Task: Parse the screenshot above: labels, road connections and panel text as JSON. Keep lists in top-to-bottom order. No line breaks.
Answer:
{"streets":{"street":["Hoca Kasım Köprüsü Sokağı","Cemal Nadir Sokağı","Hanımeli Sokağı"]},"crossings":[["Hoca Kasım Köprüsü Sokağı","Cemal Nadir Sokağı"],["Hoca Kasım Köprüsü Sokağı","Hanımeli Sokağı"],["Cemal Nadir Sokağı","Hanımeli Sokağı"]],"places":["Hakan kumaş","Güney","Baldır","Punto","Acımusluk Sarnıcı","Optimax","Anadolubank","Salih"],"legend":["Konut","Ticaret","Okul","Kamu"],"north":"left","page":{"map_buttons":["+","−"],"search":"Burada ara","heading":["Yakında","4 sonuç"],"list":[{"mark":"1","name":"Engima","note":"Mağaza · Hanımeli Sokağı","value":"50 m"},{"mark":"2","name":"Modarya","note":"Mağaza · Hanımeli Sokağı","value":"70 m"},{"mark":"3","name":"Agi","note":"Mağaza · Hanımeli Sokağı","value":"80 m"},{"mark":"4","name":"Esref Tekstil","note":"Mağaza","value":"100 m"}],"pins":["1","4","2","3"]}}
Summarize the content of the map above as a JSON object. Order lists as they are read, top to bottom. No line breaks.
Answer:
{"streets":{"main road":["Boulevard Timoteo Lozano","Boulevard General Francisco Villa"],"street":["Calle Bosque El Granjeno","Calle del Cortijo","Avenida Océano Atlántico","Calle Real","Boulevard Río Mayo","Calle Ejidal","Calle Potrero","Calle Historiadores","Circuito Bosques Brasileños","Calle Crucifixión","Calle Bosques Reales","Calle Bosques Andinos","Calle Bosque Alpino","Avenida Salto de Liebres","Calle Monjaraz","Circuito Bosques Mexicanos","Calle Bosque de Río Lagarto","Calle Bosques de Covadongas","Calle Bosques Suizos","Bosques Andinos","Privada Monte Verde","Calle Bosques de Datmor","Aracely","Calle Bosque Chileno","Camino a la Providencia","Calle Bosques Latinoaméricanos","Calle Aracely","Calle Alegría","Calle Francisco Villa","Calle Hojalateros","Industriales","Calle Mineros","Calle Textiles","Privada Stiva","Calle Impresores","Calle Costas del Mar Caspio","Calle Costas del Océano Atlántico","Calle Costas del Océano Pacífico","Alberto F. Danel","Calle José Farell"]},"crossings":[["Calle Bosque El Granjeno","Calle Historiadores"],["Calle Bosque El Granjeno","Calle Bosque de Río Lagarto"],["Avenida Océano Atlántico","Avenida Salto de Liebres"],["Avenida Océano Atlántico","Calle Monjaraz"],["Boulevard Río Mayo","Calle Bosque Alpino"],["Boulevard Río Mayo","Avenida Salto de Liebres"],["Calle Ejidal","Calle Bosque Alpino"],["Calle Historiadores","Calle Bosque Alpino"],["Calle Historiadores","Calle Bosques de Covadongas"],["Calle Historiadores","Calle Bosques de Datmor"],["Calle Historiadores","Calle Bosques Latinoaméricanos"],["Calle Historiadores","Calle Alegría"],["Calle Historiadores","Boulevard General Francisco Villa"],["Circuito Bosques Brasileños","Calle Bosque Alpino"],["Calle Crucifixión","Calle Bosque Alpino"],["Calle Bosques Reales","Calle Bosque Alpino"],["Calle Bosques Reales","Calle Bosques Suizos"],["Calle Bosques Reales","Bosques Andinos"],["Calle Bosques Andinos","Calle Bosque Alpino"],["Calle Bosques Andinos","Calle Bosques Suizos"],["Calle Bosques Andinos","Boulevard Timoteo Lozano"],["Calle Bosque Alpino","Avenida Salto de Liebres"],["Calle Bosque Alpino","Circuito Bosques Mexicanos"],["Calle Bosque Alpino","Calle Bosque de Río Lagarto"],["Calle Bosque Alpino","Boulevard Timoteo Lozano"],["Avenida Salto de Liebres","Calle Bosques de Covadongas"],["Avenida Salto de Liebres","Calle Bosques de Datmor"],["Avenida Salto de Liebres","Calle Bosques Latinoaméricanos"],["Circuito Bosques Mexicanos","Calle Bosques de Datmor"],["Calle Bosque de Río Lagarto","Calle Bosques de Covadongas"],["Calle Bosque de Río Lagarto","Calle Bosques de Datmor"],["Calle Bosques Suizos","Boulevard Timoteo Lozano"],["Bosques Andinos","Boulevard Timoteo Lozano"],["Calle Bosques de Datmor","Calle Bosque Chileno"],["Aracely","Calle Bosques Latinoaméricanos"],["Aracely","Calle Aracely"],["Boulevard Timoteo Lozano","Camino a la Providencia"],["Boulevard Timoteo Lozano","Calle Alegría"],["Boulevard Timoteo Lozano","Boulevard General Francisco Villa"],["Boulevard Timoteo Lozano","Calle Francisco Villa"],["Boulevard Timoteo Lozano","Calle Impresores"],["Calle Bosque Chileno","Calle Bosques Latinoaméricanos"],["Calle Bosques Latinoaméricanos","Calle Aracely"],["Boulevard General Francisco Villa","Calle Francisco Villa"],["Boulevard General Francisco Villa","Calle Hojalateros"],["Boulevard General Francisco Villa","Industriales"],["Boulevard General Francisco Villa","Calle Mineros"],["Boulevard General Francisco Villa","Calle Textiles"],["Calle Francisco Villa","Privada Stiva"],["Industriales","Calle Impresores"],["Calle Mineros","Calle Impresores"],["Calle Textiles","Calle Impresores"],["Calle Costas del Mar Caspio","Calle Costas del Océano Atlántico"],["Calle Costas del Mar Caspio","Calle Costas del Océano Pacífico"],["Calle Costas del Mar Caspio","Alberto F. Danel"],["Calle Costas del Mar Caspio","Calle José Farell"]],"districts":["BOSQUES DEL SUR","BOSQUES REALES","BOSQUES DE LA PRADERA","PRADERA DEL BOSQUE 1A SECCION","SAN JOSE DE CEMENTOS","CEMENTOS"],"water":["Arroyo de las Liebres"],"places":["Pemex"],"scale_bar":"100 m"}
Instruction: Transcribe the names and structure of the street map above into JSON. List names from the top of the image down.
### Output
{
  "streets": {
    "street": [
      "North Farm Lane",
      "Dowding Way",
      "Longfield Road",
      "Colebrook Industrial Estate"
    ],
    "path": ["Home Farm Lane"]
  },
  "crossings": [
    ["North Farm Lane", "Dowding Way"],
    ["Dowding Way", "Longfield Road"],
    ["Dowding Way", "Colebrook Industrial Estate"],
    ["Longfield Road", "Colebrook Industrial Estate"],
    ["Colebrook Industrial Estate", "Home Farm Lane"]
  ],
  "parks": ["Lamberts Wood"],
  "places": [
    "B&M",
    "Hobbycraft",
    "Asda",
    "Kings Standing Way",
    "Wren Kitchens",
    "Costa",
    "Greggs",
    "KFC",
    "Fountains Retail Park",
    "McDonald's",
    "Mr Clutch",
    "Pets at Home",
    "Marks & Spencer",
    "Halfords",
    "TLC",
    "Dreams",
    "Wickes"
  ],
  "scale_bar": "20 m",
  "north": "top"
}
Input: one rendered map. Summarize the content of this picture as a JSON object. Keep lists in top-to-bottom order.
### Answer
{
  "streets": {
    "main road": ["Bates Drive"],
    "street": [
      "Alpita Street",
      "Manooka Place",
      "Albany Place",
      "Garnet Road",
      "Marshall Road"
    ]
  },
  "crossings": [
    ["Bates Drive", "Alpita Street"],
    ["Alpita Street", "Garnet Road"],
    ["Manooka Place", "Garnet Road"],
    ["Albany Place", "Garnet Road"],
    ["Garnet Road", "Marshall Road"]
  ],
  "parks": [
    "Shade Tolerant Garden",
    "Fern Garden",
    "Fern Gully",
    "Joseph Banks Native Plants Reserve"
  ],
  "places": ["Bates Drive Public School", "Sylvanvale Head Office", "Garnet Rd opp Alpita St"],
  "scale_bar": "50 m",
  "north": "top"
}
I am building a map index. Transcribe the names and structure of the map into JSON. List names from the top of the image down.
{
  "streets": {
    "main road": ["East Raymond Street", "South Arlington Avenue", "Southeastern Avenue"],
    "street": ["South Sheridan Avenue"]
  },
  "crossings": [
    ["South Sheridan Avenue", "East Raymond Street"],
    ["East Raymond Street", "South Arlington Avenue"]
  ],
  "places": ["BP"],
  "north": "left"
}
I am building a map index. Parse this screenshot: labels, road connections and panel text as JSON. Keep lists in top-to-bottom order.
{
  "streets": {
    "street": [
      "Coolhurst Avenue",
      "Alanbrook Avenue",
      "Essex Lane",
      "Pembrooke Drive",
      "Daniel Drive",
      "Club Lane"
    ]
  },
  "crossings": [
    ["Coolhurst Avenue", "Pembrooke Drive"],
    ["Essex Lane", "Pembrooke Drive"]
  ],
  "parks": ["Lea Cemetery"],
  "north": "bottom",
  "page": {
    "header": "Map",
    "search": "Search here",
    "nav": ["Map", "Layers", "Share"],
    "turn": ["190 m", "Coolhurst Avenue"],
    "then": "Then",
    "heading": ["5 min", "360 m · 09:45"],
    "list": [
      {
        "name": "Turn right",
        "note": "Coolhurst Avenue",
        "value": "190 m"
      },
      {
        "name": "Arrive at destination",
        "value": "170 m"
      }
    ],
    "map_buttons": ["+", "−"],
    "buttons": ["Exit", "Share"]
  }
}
•••
_EXERCISE DIRECTIONS:_ Start at the line containing "I am building a map index. Transcribe" and transcribe through the end of the entries. Please keep both ends and add nothing.

_YOUR SOLUTION:_
I am building a map index. Transcribe the names and structure of the map into JSON. List names from the top of the image down.
{
  "streets": {
    "main road": ["East Raymond Street", "South Arlington Avenue", "Southeastern Avenue"],
    "street": ["South Sheridan Avenue"]
  },
  "crossings": [
    ["South Sheridan Avenue", "East Raymond Street"],
    ["East Raymond Street", "South Arlington Avenue"]
  ],
  "places": ["BP"],
  "north": "left"
}
I am building a map index. Parse this screenshot: labels, road connections and panel text as JSON. Keep lists in top-to-bottom order.
{
  "streets": {
    "street": [
      "Coolhurst Avenue",
      "Alanbrook Avenue",
      "Essex Lane",
      "Pembrooke Drive",
      "Daniel Drive",
      "Club Lane"
    ]
  },
  "crossings": [
    ["Coolhurst Avenue", "Pembrooke Drive"],
    ["Essex Lane", "Pembrooke Drive"]
  ],
  "parks": ["Lea Cemetery"],
  "north": "bottom",
  "page": {
    "header": "Map",
    "search": "Search here",
    "nav": ["Map", "Layers", "Share"],
    "turn": ["190 m", "Coolhurst Avenue"],
    "then": "Then",
    "heading": ["5 min", "360 m · 09:45"],
    "list": [
      {
        "name": "Turn right",
        "note": "Coolhurst Avenue",
        "value": "190 m"
      },
      {
        "name": "Arrive at destination",
        "value": "170 m"
      }
    ],
    "map_buttons": ["+", "−"],
    "buttons": ["Exit", "Share"]
  }
}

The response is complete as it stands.